(Saved entries)
□ □ □ □ □ □ □
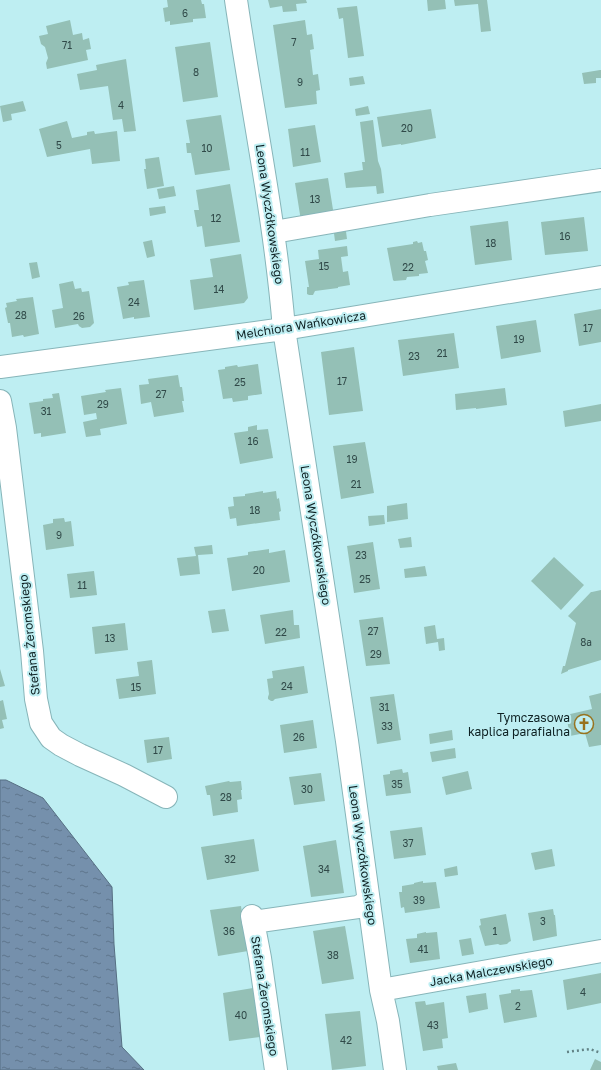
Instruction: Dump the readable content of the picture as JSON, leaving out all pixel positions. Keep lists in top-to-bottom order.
{
  "streets": {
    "street": [
      "Leona Wyczółkowskiego",
      "Melchiora Wańkowicza",
      "Stefana Żeromskiego",
      "Jacka Malczewskiego"
    ]
  },
  "crossings": [
    ["Leona Wyczółkowskiego", "Melchiora Wańkowicza"],
    ["Leona Wyczółkowskiego", "Stefana Żeromskiego"],
    ["Leona Wyczółkowskiego", "Jacka Malczewskiego"]
  ],
  "places": {
    "church": ["Tymczasowa kaplica parafialna"]
  },
  "house_numbers": [
    "6",
    "7",
    "71",
    "8",
    "9",
    "4",
    "20",
    "5",
    "10",
    "11",
    "13",
    "12",
    "16",
    "18",
    "15",
    "22",
    "14",
    "24",
    "28",
    "26",
    "17",
    "19",
    "21",
    "23",
    "17",
    "25",
    "27",
    "29",
    "31",
    "16",
    "19",
    "21",
    "18",
    "9",
    "23",
    "20",
    "25",
    "11",
    "27",
    "22",
    "13",
    "8a",
    "29",
    "24",
    "15",
    "31",
    "33",
    "26",
    "17",
    "35",
    "30",
    "28",
    "37",
    "32",
    "34",
    "39",
    "3",
    "36",
    "1",
    "41",
    "38",
    "4",
    "2",
    "40",
    "43",
    "42"
  ]
}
□ □ □ □ □ □ □
### What to produce
Some lines of the records may contain the string "Melchiora". State how many do, as a number alone.

### The completed task
2